Task brief » The string "weight" appears in some lines of the entries that follow; copy each such line.

(Collected data entries)
------------------------------------------------------------------------

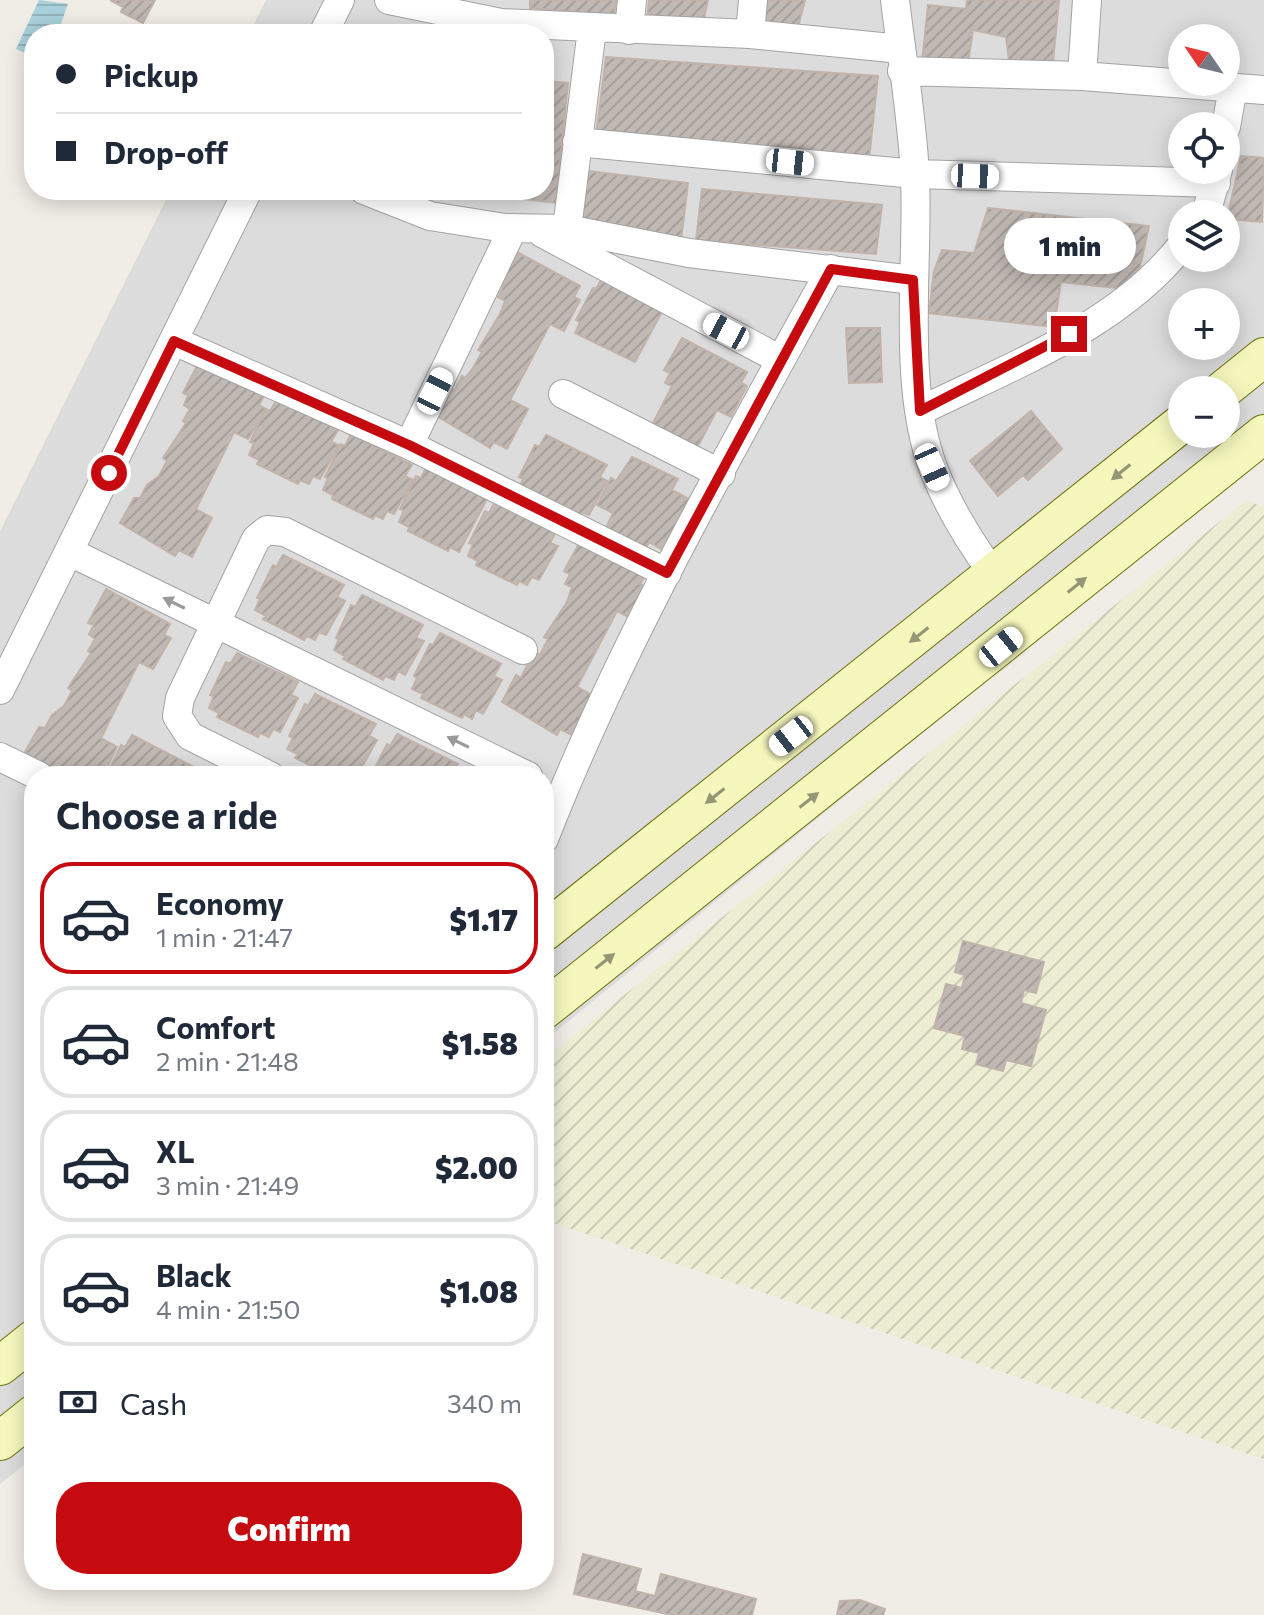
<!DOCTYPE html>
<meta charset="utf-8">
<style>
body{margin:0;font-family:Commissioner,sans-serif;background:#f2f2f3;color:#1f2937;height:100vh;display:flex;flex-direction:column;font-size:30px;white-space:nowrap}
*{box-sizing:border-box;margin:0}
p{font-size:26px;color:#747a83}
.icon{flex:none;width:44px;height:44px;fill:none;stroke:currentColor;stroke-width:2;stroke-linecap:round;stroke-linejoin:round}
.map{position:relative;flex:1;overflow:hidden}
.side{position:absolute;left:24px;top:766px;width:530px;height:824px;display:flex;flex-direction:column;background:#fff;border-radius:32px;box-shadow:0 4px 20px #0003}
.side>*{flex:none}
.top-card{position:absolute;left:24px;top:24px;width:530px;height:176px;border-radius:32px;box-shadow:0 4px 20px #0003;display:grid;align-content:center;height:176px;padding:0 32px;background:#fff}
.needle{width:52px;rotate:305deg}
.controls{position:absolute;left:1168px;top:24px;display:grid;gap:16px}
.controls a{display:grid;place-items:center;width:72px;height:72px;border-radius:50%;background:#fff;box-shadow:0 4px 20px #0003;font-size:40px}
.end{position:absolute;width:36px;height:36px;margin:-18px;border:10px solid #c50a10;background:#fff;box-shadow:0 0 0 4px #fff}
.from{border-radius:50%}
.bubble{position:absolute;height:56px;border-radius:28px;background:#fff;box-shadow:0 4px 20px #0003;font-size:26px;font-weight:800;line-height:56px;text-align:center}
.car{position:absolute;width:24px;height:48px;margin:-24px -12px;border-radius:10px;box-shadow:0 0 6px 2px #0007;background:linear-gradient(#fff 24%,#345 0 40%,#fff 0 76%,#345 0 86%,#fff 0)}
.top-card b{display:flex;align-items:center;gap:28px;height:76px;font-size:30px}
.top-card b+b{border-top:2px solid #e0e1e3}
.top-card i{width:20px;height:20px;background:#1f2937}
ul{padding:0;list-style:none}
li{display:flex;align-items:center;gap:24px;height:112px;margin:0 16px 12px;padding:0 16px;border:4px solid #e0e1e3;border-radius:32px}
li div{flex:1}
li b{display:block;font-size:30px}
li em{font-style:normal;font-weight:800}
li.selected{border-color:#c50a10}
li>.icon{width:72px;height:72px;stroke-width:1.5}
h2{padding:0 32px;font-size:36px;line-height:96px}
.pay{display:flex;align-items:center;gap:20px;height:88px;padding:0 32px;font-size:30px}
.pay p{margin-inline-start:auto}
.primary-button{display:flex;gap:16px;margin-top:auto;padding:16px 32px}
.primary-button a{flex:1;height:92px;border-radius:32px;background:#c50a10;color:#fff;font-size:32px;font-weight:800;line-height:92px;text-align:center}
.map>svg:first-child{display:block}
.residential{fill:#dddcdc;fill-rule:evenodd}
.farmland{fill:url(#farmland-furrows)}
.water{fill:url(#water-rules)}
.building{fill:url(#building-hatch);stroke:#c1b3a9;stroke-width:2}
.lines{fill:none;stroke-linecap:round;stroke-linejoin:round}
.street-casing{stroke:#a3a3a3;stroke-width:30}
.secondary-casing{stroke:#6a720a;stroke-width:40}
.street{stroke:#fff;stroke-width:28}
.secondary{stroke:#f5f7bd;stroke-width:38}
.oneway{fill:#959676}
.oneway2{fill:#9a9a9a}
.route{stroke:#c50a10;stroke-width:10}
</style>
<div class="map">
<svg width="1264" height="1615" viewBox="0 0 1264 1615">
<defs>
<pattern id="farmland-furrows" width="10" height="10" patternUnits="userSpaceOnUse" patternTransform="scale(2)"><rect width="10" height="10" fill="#ecedd3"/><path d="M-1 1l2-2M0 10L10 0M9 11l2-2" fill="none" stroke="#cacbb5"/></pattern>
<pattern id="water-rules" width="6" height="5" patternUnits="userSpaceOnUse" patternTransform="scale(2)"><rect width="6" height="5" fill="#a9d1db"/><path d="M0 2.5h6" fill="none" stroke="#91b3bc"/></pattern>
<pattern id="building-hatch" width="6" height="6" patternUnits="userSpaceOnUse" patternTransform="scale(2)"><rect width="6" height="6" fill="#c0b8b3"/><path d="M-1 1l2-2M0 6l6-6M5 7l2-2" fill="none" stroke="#a59e9a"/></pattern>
</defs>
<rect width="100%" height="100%" fill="#f0ece6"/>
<path class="residential" d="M 266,0 L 1264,0 L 1264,455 L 544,1041 L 544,776 L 34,776 L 34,1457 L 0,1484 L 0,531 L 171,190 L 544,190 L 544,34 L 249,34 ZM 1182,38 L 1226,38 L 1226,82 L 1182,82 ZM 1182,126 L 1226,126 L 1226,170 L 1182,170 ZM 1182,214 L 1226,214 L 1226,258 L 1182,258 ZM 1182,302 L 1226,302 L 1226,346 L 1182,346 ZM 1182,390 L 1226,390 L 1226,434 L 1182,434 Z"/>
<path class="farmland" d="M 1247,500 L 1264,508 L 1264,1459 L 544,1220 L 544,1059 Z"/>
<path class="water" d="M 39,0 L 68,4 L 57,34 L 34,34 L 34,57 L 16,49 Z"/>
<path class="building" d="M 110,0 L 155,0 L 143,23 L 121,12 L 123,7 Z
M 530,0 L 616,0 L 614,16 L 530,8 Z
M 649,0 L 708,0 L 702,27 L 647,20 Z
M 766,0 L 805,0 L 796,35 L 765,32 Z
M 967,0 L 1059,0 L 1052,72 L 1010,68 L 1006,37 L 973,30 L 967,70 L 922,62 L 928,5 L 966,9 Z
M 606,57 L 878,76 L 868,169 L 595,142 Z
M 544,81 L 568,83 L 556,203 L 457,191 L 544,190 Z
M 1241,156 L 1264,158 L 1262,222 L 1227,219 Z
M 588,171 L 688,183 L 681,241 L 581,226 Z
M 702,189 L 882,205 L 876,254 L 696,240 Z
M 988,208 L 1149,226 L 1135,290 L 1061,282 L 1054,327 L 929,313 L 934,271 L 942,250 L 974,253 Z
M 515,251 L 580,286 L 574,297 L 580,300 L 564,331 L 550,324 L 510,400 L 528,409 L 507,449 L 494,442 L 490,448 L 435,415 L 449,388 L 454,391 L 462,376 L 465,378 L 473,368 L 482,352 L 478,350 L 500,314 L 505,301 L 498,297 L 503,287 L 498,284 Z
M 603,277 L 664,308 L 635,362 L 575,333 L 580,322 L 576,320 L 593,288 L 596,289 Z
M 846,328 L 880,328 L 882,382 L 849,383 Z
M 682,338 L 747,372 L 741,383 L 747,386 L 731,417 L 717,410 L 697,448 L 652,425 L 672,386 L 665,383 L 670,373 L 664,370 Z
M 200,360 L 265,394 L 259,405 L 266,409 L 248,439 L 234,432 L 196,509 L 212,518 L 192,557 L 179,550 L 175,556 L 120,523 L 134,498 L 140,498 L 147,485 L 159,476 L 167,461 L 163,458 L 186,423 L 183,421 L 190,409 L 184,405 L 188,395 L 183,393 Z
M 277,399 L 338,430 L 331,442 L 339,445 L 320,479 L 313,476 L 309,484 L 300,480 L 298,484 L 257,464 L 259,460 L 249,455 L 254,443 L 250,442 L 266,409 L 270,411 Z
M 1031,411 L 1062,449 L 1028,480 L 1023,475 L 998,496 L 970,461 Z
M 351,434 L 412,465 L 405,476 L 413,480 L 394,514 L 387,511 L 383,519 L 375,515 L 373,519 L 332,499 L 333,495 L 323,490 L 328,478 L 325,477 L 341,444 L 345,446 Z
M 546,435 L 607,465 L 600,477 L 607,481 L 589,515 L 582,512 L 578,520 L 518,490 L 523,479 L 519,477 L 535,445 L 539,447 Z
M 632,457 L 678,479 L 672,490 L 689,499 L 663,550 L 649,542 L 645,550 L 605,530 L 613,513 L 597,505 L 611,478 L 616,481 Z
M 427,466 L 488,497 L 459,552 L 450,547 L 448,551 L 408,531 L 409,527 L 399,522 L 404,510 L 400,509 L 416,476 L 421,478 Z
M 496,500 L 557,530 L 550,543 L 558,546 L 539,580 L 532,577 L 527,585 L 519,581 L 517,585 L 476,565 L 478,561 L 468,556 L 473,544 L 469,543 L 485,511 L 489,513 Z
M 582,538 L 647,572 L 640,584 L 647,587 L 630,618 L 617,611 L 577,687 L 594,696 L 574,736 L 560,729 L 557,735 L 502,702 L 516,675 L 521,678 L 528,663 L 531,665 L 537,653 L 540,655 L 548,639 L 544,637 L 567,602 L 572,587 L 565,584 L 570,574 L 564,571 Z
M 283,555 L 344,585 L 337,597 L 345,601 L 326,635 L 319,632 L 315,640 L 307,636 L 304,640 L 263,619 L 266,616 L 255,610 L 260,599 L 257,598 L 273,565 L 276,567 Z
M 106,589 L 170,624 L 164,635 L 171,638 L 153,669 L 139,662 L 101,738 L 117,747 L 103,776 L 61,776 L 25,752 L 39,727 L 45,728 L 52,715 L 64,706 L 72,691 L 68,688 L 91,653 L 88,651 L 95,639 L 89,634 L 94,625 L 88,623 Z
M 362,595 L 423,625 L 416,638 L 424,641 L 405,675 L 398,671 L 394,680 L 385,676 L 383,680 L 343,659 L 345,656 L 334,650 L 339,639 L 336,638 L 351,605 L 355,607 Z
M 440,633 L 501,664 L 494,676 L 502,680 L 483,714 L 476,710 L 472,719 L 464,714 L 462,718 L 421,698 L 423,694 L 412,689 L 417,678 L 414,676 L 430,644 L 433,645 Z
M 237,653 L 298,682 L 291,695 L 298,698 L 280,732 L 273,729 L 269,737 L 260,733 L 258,737 L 217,717 L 219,713 L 209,708 L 214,696 L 210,695 L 226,662 L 230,664 Z
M 315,694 L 376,724 L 369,736 L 377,740 L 358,774 L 352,770 L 348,776 L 332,776 L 295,758 L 298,754 L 287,749 L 293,738 L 289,736 L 305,704 L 308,706 Z
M 397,734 L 458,764 L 451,776 L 371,776 L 387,744 L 390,746 Z
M 132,735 L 192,766 L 187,776 L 106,776 L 121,745 L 125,747 Z
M 203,768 L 219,776 L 199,776 Z
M 963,941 L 1044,962 L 1036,993 L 1024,990 L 1021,1003 L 1046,1010 L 1031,1066 L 1006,1060 L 1003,1071 L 976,1064 L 979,1053 L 962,1049 L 965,1036 L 934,1028 L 946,984 L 962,988 L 965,975 L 955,972 Z
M 583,1554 L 641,1569 L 635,1591 L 655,1596 L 661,1574 L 756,1599 L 752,1615 L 672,1615 L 574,1594 Z
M 860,1600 L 885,1609 L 883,1615 L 837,1615 L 840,1601 Z"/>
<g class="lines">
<g class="street-casing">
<path id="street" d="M 389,0 L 501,23 L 750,34 L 901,49
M 895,0 C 902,58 912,117 915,175 C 919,265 901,385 934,470 C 949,509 970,542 994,575
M 629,30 L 632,0
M 323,34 L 340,0
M 750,34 L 753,0
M 902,71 L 1082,76 L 1264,90
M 1082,76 L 1087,0
M 1226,127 L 1233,87
M 577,142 L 915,174 L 1216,183
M 364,190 L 430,216 L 505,228 L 567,229 L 689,253 L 913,280
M 1206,214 L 1218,170
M 567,229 L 592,29
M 542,233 L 781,360
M 174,341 L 409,445 L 667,573
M 563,394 L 721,474
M 920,411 C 1009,367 1119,326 1182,245
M 409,445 L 513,228
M 70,552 L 528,776
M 0,690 L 248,190
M 0,757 L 39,776
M 270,776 L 190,736 L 177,716 L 180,698 L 256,539 L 267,530 L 285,532 L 523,650
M 544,839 C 620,644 730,453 831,269"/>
</g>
<g class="secondary-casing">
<path id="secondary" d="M 1223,390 L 1264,357
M 544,932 L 1182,423
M 544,1010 L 1264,434
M 0,1366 L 34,1339
M 0,1441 L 34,1414"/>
</g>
<use href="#street" class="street"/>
<use href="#secondary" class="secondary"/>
</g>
<defs><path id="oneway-solid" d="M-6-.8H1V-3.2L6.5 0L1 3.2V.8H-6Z" transform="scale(2)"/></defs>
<g class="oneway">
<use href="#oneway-solid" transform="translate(1121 472) rotate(141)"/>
<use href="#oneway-solid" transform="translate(1077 585) rotate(-39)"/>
<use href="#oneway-solid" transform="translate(919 635) rotate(142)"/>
<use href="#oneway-solid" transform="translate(715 796) rotate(142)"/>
<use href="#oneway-solid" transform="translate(809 800) rotate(-38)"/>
<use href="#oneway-solid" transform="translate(605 961) rotate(-38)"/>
</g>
<g class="oneway2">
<use href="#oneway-solid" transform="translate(174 603) rotate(-154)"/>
<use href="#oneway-solid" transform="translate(458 742) rotate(-154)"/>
</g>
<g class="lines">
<path class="route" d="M 109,473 L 174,341 L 409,445 L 667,573 L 831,269 L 913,280 L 920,411 L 1069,334"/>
</g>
</svg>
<div class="controls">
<a><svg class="needle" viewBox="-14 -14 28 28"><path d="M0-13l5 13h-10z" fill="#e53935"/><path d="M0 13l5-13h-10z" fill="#747a83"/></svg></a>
<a><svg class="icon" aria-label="locate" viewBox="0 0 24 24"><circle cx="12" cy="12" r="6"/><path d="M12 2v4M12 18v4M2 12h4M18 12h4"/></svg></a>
<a><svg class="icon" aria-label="layers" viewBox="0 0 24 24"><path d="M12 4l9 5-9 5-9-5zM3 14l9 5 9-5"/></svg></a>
<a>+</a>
<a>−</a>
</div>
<i class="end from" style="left:109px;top:473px"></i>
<i class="end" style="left:1069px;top:334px"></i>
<div class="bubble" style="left:1004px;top:218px;width:132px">1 min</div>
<i class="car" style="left:790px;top:162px;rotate:96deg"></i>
<i class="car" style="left:975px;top:176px;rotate:92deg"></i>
<i class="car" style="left:726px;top:331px;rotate:298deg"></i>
<i class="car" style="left:435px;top:391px;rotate:26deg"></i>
<i class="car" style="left:932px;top:467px;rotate:156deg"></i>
<i class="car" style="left:1001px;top:647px;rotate:51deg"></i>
<i class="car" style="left:791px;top:736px;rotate:232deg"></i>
<div class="top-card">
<b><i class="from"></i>Pickup</b>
<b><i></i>Drop-off</b>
</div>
<section class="side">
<h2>Choose a ride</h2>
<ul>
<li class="selected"><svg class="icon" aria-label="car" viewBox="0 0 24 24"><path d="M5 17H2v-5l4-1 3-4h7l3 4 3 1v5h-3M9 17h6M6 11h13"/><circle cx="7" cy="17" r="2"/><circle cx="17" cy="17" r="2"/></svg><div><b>Economy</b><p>1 min · 21:47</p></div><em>$1.17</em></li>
<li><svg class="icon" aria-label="car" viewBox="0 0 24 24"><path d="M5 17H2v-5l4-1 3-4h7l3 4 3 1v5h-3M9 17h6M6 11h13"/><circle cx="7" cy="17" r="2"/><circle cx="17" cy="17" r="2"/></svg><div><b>Comfort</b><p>2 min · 21:48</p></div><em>$1.58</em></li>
<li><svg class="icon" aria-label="car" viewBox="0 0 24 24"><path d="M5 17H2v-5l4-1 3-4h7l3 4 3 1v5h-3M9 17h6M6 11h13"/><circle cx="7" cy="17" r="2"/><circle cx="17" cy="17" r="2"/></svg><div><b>XL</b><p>3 min · 21:49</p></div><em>$2.00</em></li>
<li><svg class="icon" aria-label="car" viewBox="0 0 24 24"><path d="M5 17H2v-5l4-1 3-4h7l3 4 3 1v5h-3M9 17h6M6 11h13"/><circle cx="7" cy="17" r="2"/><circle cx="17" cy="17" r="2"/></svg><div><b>Black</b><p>4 min · 21:50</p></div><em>$1.08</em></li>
</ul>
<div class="pay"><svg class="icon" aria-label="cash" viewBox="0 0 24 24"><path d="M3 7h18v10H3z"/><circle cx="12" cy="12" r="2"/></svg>Cash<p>340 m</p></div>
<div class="primary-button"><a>Confirm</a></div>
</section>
</div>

------------------------------------------------------------------------

Result of this exercise »
.bubble{position:absolute;height:56px;border-radius:28px;background:#fff;box-shadow:0 4px 20px #0003;font-size:26px;font-weight:800;line-height:56px;text-align:center}
li em{font-style:normal;font-weight:800}
.primary-button a{flex:1;height:92px;border-radius:32px;background:#c50a10;color:#fff;font-size:32px;font-weight:800;line-height:92px;text-align:center}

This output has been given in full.